|
Event Stream Intelligence: Esper & NEsper |
Solution Patterns
General
- How do I measure the rate of arrival of events in a given time period?
- How do I measure the rate of arrival of events in a given time period per another category?
- How do I correlate events arriving in 2 or more streams?
- How do I find missing events arriving in 2 or more streams that are correlated?
- How do I correlate events arriving out-of-order?
- How do I use patterns to correlate events arriving in-order or out-of-order?
- How do I correlate 3 events in a time window in which events have similar properties?
- How do I keep a separate window of events per category and compute aggregates for each category's window?
- How do I use results of one statement in another statement?
- How do I reduce the rate of event output by my statement? How do I get frequent but not continuous results?
- How do I detect the absence of an event?
- How do I detect the absence of an event and the presence of an event arriving too late?
- How do I report at a regular interval without any incoming events?
- How do I detect something really complex, like a triple-bottom pattern?
- Can I use an UpdateListener to listen to events and the iterator-based pull-API together?
- How do I stop an insert after a period of time?
- Can I use a regular expression (regexp) within a filter?
- How can I remove duplicates? What if I want to form pairs of events where each pair is a unique combination of the latest event of two streams?
- How do I detect a specific sequence of events and get all events that take part in this sequence?

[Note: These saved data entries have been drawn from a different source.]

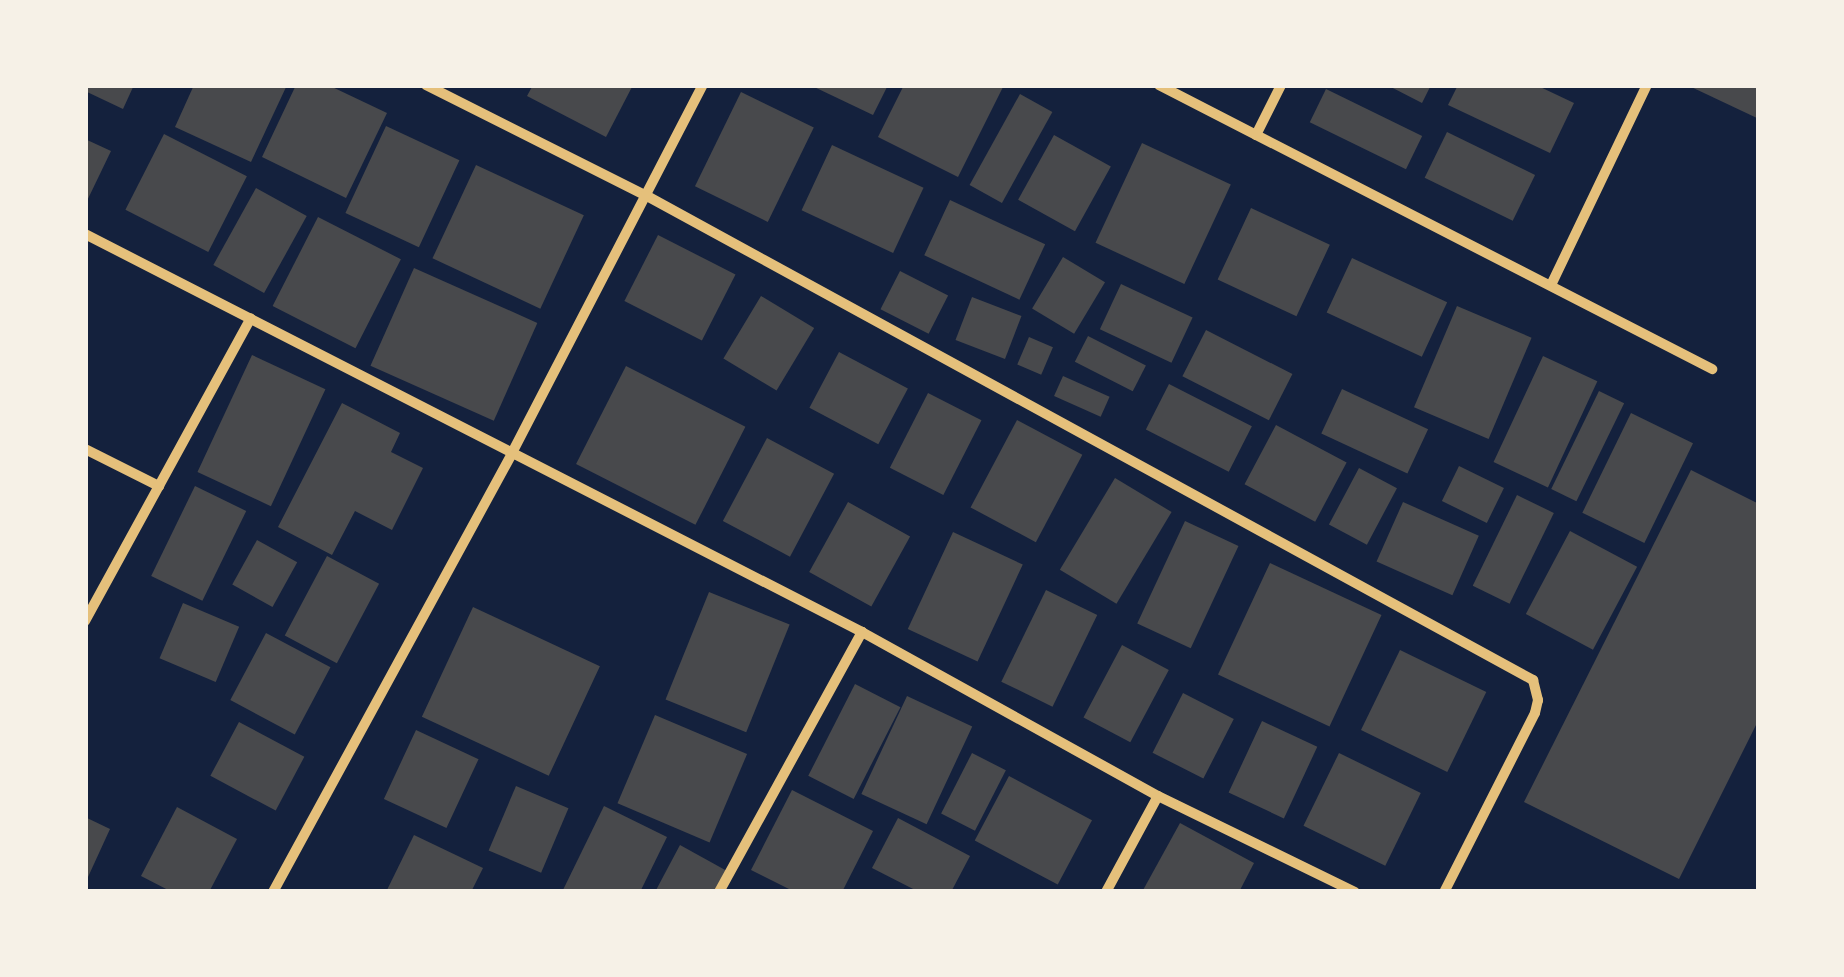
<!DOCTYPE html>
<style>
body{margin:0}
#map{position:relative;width:1844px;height:977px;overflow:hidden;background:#14213d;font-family:"Exo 2",sans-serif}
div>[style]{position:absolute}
.building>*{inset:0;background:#48494c;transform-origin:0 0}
.minor>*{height:10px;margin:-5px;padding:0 5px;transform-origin:5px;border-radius:5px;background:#e5c07b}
span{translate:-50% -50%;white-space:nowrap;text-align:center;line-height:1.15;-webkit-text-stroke:10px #f6f1e7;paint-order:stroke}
.frame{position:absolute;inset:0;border:88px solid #f6f1e7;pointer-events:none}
</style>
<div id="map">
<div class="building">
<i style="clip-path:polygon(85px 85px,134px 85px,123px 109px,85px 91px)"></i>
<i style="clip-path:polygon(194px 85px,287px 85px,251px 162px,175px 127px)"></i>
<i style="clip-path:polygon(296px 85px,328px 85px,387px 113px,346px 198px,262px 157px)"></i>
<i style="clip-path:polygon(533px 85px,633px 85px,606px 137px,527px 96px)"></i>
<i style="clip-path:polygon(810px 85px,888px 85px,873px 115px)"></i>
<i style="clip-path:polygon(904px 85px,1004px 85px,958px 177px,878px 137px)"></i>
<i style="clip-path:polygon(1387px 85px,1431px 85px,1422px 103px)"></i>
<i style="clip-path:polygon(1458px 85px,1536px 85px,1574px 103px,1550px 153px,1448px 105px)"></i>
<i style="clip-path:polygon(1687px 85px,1759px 85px,1759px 119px)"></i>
<i style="left:1326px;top:89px;width:107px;height:37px;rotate:26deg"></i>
<i style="left:741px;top:92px;width:81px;height:105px;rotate:26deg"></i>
<i style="left:1020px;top:94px;width:37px;height:104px;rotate:29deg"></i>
<i style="left:386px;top:126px;width:81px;height:96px;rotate:25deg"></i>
<i style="left:1447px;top:132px;width:98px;height:51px;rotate:26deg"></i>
<i style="left:164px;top:134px;width:93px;height:85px;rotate:27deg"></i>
<i style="left:1054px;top:135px;width:65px;height:74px;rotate:29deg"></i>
<i style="clip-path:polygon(85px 139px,111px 151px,85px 205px)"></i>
<i style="left:1142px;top:143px;width:98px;height:110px;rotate:25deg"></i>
<i style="left:832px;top:145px;width:101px;height:72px;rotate:25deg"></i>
<i style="left:476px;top:165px;width:119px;height:103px;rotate:25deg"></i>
<i style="left:256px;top:188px;width:58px;height:88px;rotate:29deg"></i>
<i style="left:950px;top:200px;width:105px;height:61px;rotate:25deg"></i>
<i style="left:1251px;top:208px;width:87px;height:79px;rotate:25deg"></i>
<i style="left:318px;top:217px;width:93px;height:100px;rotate:27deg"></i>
<i style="left:658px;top:235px;width:87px;height:74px;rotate:27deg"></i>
<i style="left:1063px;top:257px;width:49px;height:60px;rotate:31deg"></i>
<i style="left:1352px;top:258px;width:105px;height:60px;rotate:25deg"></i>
<i style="left:414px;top:268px;width:135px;height:107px;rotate:24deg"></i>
<i style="left:900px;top:271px;width:54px;height:43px;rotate:27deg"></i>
<i style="left:1121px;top:284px;width:79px;height:50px;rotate:25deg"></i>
<i style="left:761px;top:296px;width:62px;height:73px;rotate:31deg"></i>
<i style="left:972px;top:297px;width:53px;height:46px;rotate:21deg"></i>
<i style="left:1457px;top:306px;width:81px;height:110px;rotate:23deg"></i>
<i style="left:1206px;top:330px;width:97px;height:52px;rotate:27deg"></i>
<i style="left:1088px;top:336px;width:65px;height:29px;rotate:27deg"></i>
<i style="left:1029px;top:337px;width:26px;height:30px;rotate:23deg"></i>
<i style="left:839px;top:352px;width:78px;height:63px;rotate:28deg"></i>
<i style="left:252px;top:355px;width:81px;height:129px;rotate:25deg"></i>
<i style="left:1543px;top:356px;width:60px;height:117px;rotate:25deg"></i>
<i style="left:626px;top:366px;width:134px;height:110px;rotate:27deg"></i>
<i style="left:1063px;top:376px;width:51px;height:22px;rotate:24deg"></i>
<i style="left:1169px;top:384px;width:93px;height:51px;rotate:27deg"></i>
<i style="left:1342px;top:389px;width:95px;height:49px;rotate:25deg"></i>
<i style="left:1599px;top:391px;width:28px;height:109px;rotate:26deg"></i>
<i style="left:928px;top:393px;width:60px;height:84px;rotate:27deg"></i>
<i style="clip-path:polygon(342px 403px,400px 433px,391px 452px,423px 468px,392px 530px,355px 511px,332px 555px,278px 527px)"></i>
<i style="left:1631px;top:413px;width:69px;height:111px;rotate:26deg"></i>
<i style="left:1017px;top:420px;width:74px;height:99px;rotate:28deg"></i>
<i style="left:1276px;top:425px;width:80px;height:67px;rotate:28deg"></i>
<i style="left:767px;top:438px;width:76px;height:94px;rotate:28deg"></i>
<i style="left:1459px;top:466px;width:50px;height:39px;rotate:26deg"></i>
<i style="left:1359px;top:468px;width:43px;height:64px;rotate:28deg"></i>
<i style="clip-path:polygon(1691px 470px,1759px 504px,1759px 719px,1679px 879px,1524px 802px)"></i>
<i style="left:1115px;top:478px;width:66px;height:107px;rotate:31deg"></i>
<i style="left:195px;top:486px;width:57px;height:100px;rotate:26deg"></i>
<i style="left:1517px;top:495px;width:41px;height:101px;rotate:26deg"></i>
<i style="left:848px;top:502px;width:71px;height:80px;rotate:29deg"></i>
<i style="left:1403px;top:502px;width:83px;height:65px;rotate:24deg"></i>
<i style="left:1185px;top:521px;width:59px;height:113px;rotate:25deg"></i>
<i style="left:1570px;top:531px;width:76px;height:94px;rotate:28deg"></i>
<i style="left:953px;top:532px;width:77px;height:107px;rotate:25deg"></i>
<i style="left:257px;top:540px;width:46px;height:51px;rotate:29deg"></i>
<i style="left:327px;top:556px;width:59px;height:90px;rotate:28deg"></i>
<i style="left:1270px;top:563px;width:123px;height:123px;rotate:25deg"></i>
<i style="left:1046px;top:590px;width:57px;height:102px;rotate:26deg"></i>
<i style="left:709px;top:592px;width:87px;height:116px;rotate:22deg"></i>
<i style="left:183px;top:603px;width:61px;height:60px;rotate:23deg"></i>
<i style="left:473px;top:607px;width:140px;height:121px;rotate:25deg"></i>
<i style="left:266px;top:633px;width:73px;height:76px;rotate:28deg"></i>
<i style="left:1122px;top:645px;width:53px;height:82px;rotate:28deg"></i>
<i style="left:1400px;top:650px;width:96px;height:89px;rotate:26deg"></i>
<i style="left:855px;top:684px;width:51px;height:103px;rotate:27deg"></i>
<i style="left:1183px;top:693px;width:57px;height:67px;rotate:27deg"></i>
<i style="left:907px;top:696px;width:72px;height:108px;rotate:25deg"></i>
<i style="left:655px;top:715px;width:100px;height:96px;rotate:23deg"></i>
<i style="left:1262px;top:721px;width:61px;height:79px;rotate:25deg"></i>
<i style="left:239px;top:722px;width:74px;height:61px;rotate:28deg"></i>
<i style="left:416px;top:730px;width:69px;height:76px;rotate:25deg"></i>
<i style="left:972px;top:753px;width:38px;height:68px;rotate:27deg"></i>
<i style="left:1339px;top:753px;width:91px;height:81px;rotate:26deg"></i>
<i style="left:1009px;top:776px;width:94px;height:73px;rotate:28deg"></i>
<i style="left:516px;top:786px;width:57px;height:70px;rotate:23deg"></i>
<i style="clip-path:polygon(792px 790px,873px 831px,842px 892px,795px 892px,751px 870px)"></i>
<i style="clip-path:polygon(604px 806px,667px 837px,640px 892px,562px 892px)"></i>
<i style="clip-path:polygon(177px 807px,237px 839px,209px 892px,172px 892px,141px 876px)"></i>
<i style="clip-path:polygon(85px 817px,110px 829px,88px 877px,85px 876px)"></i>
<i style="clip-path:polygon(898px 818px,970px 856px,951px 892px,919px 892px,872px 868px)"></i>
<i style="clip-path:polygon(1180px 823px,1254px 863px,1239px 892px,1142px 892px)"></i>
<i style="clip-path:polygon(414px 835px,483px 868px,471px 892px,386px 892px)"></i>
<i style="clip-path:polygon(680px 845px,727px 871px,715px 892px,655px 892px)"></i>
</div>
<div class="minor">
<i style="left:426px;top:85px;width:247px;rotate:26.7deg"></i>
<i style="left:647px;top:196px;width:1010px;rotate:28.65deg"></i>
<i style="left:1533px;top:680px;width:21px;rotate:76deg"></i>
<i style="left:1538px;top:700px;width:13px;rotate:103deg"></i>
<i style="left:1535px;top:713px;width:201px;rotate:116.9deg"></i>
<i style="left:1159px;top:85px;width:622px;rotate:27.18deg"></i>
<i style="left:1256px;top:135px;width:56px;rotate:-63.4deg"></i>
<i style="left:85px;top:234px;width:873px;rotate:27.12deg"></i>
<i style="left:862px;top:632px;width:338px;rotate:29deg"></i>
<i style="left:1158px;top:796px;width:219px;rotate:26deg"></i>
<i style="left:1552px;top:283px;width:220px;rotate:-64.4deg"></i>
<i style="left:85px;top:449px;width:83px;rotate:26.6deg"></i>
<i style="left:85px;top:621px;width:345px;rotate:-61.3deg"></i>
<i style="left:273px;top:892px;width:500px;rotate:-61.4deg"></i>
<i style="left:512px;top:453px;width:415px;rotate:-62.6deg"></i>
<i style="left:719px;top:892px;width:297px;rotate:-61.2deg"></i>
<i style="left:1106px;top:892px;width:109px;rotate:-61.6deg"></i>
</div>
<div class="frame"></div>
</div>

- How to implement a sell trailing stop order?
General
- How do I measure the rate of arrival of events in a given time period?
-
The time batch window of 1 second as shown below produces an event each second with the count of the number of events in the batch.
select count(*) as cnt from MarketDataEvent.win:time_batch(1 second)
[top] - How do I measure the rate of arrival of events in a given time period per another category?
-
We can solve this problem by grouping the events in the window per the category. The below example uses 'feed' as the category.
select feed, count(*) as cnt from MarketDataEvent.win:time_batch(1 second) group by feed
[top] - How do I correlate events arriving in 2 or more streams?
-
The join of event streams looks very similar to joins in SQL. To bind data in the streams together, across streams, we identify keys to join on.
The below example specifies the 'accountNumber' field as the only join key. In this example we hold the last 30 seconds of events for each stream.
select fraud.accountNumber as accntNum, withdraw.amount as amount from FraudWarningEvent.win:time(30 sec) as fraud, WithdrawalEvent.win:time(30 sec) as withdraw where fraud.accountNumber = withdraw.accountNumber[top] - How do I find missing events arriving in 2 or more streams that are correlated?
-
As in SQL we can use outer joins to generate a result even if one or more of the correlated events are not found in a stream. Usually we want to generate the result after a certain time or after a certain number of events have been received, indicating that a correlated event is truly missing.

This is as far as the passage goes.